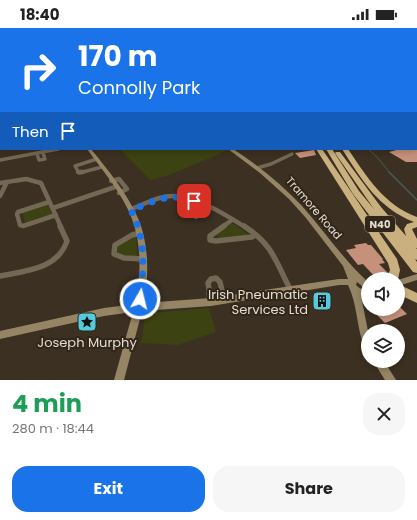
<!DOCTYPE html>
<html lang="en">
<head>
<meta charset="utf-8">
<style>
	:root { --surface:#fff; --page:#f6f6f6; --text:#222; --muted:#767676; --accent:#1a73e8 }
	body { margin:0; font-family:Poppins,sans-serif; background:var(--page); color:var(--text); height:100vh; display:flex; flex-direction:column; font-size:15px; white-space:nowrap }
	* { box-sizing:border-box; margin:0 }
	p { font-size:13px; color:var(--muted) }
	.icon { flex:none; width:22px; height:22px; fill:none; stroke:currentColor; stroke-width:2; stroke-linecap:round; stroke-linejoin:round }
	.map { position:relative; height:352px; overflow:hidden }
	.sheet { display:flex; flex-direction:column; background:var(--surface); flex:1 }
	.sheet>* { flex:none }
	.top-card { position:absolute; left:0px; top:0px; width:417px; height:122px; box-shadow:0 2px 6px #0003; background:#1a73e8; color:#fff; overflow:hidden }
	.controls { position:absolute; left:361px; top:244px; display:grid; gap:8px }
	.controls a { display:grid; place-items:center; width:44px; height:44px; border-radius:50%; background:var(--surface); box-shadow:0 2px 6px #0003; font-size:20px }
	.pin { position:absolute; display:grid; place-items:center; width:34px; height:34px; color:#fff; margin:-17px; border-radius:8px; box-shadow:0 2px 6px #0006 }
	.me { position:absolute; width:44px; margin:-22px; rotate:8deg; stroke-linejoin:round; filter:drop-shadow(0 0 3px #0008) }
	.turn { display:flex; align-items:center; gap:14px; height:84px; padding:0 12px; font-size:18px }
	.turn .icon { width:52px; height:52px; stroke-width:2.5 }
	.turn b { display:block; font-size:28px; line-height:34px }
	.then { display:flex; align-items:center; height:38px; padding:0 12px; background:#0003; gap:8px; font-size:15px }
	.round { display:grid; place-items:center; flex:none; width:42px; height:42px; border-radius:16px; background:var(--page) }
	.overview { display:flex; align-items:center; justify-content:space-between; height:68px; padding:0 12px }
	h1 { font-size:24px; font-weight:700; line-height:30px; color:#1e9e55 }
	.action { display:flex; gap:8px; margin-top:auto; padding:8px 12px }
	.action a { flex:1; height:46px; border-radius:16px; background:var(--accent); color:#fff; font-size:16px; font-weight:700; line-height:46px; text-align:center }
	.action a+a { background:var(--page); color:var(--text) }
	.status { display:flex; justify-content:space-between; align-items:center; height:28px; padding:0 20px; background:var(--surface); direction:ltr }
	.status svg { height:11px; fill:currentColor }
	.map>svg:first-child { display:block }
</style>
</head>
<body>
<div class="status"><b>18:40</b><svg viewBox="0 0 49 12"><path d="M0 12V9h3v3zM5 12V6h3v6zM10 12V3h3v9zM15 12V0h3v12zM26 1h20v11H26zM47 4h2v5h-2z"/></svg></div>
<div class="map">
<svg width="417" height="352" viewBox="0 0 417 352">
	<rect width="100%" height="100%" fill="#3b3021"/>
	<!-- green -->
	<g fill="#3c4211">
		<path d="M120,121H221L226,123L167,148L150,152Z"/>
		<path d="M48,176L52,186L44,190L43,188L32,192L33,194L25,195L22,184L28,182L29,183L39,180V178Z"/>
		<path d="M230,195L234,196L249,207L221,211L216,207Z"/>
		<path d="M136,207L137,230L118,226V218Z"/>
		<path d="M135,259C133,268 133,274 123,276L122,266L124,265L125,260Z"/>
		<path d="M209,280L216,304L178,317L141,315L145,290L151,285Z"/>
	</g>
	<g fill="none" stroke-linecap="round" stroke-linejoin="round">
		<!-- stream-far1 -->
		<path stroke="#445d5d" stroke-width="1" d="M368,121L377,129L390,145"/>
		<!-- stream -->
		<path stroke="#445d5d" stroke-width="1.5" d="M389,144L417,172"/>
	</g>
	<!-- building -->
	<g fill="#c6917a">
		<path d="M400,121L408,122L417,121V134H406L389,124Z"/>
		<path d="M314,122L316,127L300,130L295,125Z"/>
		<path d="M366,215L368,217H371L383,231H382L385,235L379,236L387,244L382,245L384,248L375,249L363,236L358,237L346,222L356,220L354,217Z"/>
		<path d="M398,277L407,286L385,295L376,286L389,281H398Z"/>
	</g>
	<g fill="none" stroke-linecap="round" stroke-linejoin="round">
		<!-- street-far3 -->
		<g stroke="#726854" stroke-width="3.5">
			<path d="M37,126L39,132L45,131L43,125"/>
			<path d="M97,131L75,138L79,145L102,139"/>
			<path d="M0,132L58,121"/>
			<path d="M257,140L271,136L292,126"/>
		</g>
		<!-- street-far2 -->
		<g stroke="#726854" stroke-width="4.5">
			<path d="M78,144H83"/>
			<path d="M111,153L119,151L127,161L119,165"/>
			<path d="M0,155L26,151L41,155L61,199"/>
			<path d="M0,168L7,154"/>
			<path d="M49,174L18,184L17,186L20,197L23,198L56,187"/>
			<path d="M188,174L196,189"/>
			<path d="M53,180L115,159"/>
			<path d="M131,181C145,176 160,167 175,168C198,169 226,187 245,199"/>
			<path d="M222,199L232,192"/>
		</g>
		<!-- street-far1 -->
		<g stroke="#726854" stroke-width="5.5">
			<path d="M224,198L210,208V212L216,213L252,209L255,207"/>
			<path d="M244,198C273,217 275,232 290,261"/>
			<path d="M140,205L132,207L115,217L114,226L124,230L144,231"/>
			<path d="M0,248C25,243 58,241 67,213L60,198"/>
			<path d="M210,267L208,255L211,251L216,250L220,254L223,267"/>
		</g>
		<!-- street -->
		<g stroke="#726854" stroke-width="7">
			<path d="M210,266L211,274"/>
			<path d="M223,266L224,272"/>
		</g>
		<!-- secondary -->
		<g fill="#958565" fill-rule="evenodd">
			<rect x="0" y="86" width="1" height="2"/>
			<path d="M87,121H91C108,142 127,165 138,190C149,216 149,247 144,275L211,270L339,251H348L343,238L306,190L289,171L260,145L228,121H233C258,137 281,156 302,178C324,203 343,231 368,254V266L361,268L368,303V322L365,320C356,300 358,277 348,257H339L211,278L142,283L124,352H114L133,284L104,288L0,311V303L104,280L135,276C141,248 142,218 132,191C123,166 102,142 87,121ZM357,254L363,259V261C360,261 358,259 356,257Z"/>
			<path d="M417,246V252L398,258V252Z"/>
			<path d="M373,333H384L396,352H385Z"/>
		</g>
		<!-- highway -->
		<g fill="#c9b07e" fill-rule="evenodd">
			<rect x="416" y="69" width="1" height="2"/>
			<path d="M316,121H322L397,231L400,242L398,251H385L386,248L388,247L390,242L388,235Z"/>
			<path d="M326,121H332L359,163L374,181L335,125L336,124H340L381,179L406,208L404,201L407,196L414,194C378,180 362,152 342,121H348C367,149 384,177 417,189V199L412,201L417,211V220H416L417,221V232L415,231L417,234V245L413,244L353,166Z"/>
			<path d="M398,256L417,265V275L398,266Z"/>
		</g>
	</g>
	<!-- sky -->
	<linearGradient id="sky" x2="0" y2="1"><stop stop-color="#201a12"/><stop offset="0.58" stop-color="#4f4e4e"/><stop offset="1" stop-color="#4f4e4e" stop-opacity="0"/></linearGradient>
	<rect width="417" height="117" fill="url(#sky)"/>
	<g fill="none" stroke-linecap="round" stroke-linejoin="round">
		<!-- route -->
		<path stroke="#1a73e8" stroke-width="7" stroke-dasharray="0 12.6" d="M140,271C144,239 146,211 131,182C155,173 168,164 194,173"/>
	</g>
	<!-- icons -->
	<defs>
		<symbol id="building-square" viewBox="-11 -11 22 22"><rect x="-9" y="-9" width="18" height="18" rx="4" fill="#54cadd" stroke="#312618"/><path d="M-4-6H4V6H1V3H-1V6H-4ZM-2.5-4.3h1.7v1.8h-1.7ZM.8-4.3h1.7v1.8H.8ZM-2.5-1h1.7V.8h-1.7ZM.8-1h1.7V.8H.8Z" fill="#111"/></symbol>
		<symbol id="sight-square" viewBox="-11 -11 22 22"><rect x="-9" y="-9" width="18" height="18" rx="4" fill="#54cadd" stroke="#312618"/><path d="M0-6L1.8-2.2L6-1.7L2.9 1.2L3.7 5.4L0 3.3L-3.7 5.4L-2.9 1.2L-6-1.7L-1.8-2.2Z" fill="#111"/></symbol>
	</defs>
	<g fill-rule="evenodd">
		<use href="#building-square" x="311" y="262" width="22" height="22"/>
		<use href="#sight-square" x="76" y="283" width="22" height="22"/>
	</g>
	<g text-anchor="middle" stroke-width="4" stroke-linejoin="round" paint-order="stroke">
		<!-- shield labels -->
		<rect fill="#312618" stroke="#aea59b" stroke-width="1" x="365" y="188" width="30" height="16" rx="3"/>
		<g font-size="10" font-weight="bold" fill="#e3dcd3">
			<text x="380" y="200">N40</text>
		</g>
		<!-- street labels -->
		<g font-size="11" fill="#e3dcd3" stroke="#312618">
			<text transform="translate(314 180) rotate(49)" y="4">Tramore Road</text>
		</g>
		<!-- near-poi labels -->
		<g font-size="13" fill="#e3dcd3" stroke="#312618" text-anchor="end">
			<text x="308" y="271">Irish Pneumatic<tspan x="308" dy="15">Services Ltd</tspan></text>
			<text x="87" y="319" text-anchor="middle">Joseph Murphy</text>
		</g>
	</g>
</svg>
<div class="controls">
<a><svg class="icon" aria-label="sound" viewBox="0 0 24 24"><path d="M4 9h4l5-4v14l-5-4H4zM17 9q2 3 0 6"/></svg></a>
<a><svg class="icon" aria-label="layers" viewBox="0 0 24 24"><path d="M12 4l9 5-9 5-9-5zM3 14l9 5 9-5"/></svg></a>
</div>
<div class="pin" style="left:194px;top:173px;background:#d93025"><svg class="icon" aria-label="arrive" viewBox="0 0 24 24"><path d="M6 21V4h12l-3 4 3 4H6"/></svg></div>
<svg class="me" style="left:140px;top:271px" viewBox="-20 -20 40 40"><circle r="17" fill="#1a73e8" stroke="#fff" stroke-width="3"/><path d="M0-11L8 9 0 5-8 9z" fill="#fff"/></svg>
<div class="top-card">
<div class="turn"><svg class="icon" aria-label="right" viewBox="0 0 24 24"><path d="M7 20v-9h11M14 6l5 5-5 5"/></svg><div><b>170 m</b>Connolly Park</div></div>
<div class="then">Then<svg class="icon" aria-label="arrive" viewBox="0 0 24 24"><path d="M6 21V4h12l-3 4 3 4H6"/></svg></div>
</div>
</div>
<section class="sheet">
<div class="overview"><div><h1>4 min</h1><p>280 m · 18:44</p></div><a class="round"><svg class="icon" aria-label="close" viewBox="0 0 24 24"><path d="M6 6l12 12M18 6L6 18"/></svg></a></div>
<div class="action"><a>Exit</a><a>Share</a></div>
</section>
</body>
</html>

##############################

**Assignment**
In these records, tally the lines that contain the string "justify", and give only the result.

**Problem solution**
2